THE DATA =
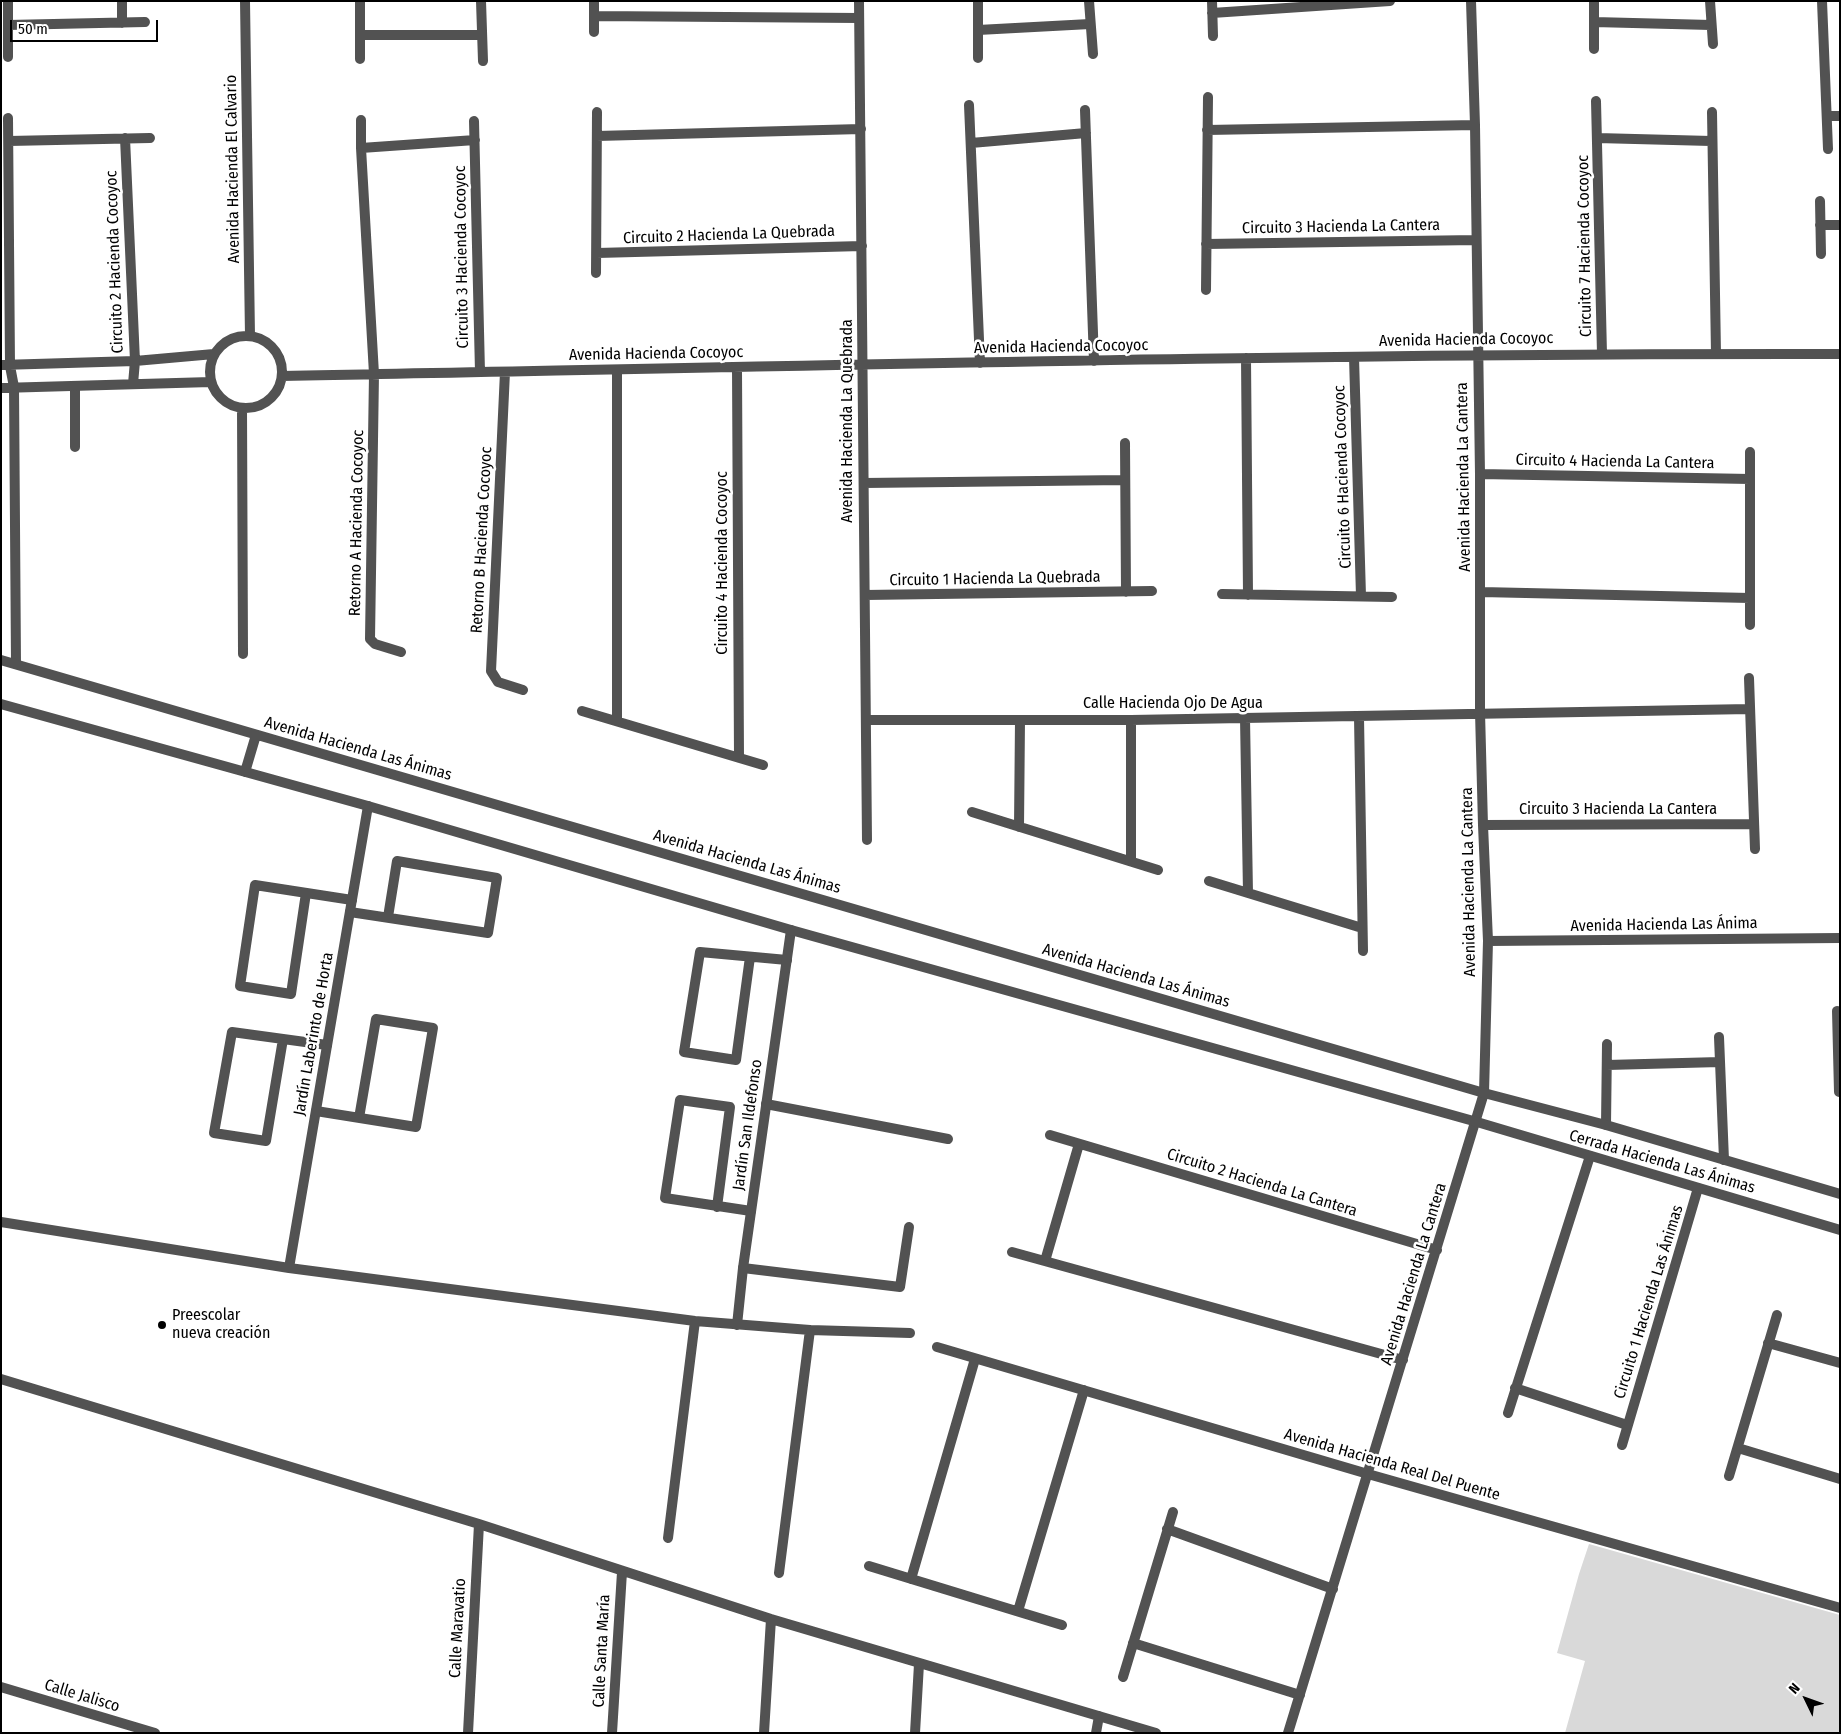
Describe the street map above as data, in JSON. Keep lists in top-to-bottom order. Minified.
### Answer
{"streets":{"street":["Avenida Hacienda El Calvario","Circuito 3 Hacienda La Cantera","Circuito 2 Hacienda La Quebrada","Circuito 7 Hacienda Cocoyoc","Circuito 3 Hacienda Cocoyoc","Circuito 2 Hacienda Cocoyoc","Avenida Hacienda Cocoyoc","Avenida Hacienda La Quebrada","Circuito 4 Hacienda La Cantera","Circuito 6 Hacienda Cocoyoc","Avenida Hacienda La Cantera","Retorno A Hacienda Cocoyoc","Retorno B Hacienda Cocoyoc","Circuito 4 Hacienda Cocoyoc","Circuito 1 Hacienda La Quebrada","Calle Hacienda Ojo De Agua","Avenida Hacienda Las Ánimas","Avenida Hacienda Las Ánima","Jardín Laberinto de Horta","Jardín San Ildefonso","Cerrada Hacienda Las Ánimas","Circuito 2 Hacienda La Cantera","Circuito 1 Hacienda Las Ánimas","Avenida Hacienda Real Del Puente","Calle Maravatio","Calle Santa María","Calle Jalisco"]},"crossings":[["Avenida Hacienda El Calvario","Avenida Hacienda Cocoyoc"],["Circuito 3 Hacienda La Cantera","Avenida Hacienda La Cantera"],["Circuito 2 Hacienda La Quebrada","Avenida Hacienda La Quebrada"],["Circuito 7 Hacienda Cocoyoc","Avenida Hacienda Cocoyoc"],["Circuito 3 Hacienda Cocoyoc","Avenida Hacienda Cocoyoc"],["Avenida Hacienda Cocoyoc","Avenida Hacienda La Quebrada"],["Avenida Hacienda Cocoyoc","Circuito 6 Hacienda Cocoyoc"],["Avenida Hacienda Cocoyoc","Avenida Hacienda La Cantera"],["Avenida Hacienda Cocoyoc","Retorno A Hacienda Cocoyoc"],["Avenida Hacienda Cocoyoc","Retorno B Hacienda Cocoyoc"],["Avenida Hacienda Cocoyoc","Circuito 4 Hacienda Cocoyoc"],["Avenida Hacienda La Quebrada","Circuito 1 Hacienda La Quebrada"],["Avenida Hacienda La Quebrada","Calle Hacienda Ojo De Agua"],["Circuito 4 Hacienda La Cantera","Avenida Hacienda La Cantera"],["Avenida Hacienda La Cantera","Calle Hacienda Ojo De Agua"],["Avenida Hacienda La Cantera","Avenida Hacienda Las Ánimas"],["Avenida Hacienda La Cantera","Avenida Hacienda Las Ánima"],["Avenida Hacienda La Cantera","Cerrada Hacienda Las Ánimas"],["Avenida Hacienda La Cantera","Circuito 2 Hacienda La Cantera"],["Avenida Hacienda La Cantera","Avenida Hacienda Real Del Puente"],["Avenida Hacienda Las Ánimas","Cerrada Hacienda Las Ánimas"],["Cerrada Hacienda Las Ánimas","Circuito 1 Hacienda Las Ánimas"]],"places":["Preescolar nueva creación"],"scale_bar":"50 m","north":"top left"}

ASSIGNED TASK =
The complete listing must be transcribed verbatim, and all pictures are to be omitted.

ANSWER =
Describe the street map above as data, in JSON. Keep lists in top-to-bottom order. Minified.
### Answer
{"streets":{"street":["Avenida Hacienda El Calvario","Circuito 3 Hacienda La Cantera","Circuito 2 Hacienda La Quebrada","Circuito 7 Hacienda Cocoyoc","Circuito 3 Hacienda Cocoyoc","Circuito 2 Hacienda Cocoyoc","Avenida Hacienda Cocoyoc","Avenida Hacienda La Quebrada","Circuito 4 Hacienda La Cantera","Circuito 6 Hacienda Cocoyoc","Avenida Hacienda La Cantera","Retorno A Hacienda Cocoyoc","Retorno B Hacienda Cocoyoc","Circuito 4 Hacienda Cocoyoc","Circuito 1 Hacienda La Quebrada","Calle Hacienda Ojo De Agua","Avenida Hacienda Las Ánimas","Avenida Hacienda Las Ánima","Jardín Laberinto de Horta","Jardín San Ildefonso","Cerrada Hacienda Las Ánimas","Circuito 2 Hacienda La Cantera","Circuito 1 Hacienda Las Ánimas","Avenida Hacienda Real Del Puente","Calle Maravatio","Calle Santa María","Calle Jalisco"]},"crossings":[["Avenida Hacienda El Calvario","Avenida Hacienda Cocoyoc"],["Circuito 3 Hacienda La Cantera","Avenida Hacienda La Cantera"],["Circuito 2 Hacienda La Quebrada","Avenida Hacienda La Quebrada"],["Circuito 7 Hacienda Cocoyoc","Avenida Hacienda Cocoyoc"],["Circuito 3 Hacienda Cocoyoc","Avenida Hacienda Cocoyoc"],["Avenida Hacienda Cocoyoc","Avenida Hacienda La Quebrada"],["Avenida Hacienda Cocoyoc","Circuito 6 Hacienda Cocoyoc"],["Avenida Hacienda Cocoyoc","Avenida Hacienda La Cantera"],["Avenida Hacienda Cocoyoc","Retorno A Hacienda Cocoyoc"],["Avenida Hacienda Cocoyoc","Retorno B Hacienda Cocoyoc"],["Avenida Hacienda Cocoyoc","Circuito 4 Hacienda Cocoyoc"],["Avenida Hacienda La Quebrada","Circuito 1 Hacienda La Quebrada"],["Avenida Hacienda La Quebrada","Calle Hacienda Ojo De Agua"],["Circuito 4 Hacienda La Cantera","Avenida Hacienda La Cantera"],["Avenida Hacienda La Cantera","Calle Hacienda Ojo De Agua"],["Avenida Hacienda La Cantera","Avenida Hacienda Las Ánimas"],["Avenida Hacienda La Cantera","Avenida Hacienda Las Ánima"],["Avenida Hacienda La Cantera","Cerrada Hacienda Las Ánimas"],["Avenida Hacienda La Cantera","Circuito 2 Hacienda La Cantera"],["Avenida Hacienda La Cantera","Avenida Hacienda Real Del Puente"],["Avenida Hacienda Las Ánimas","Cerrada Hacienda Las Ánimas"],["Cerrada Hacienda Las Ánimas","Circuito 1 Hacienda Las Ánimas"]],"places":["Preescolar nueva creación"],"scale_bar":"50 m","north":"top left"}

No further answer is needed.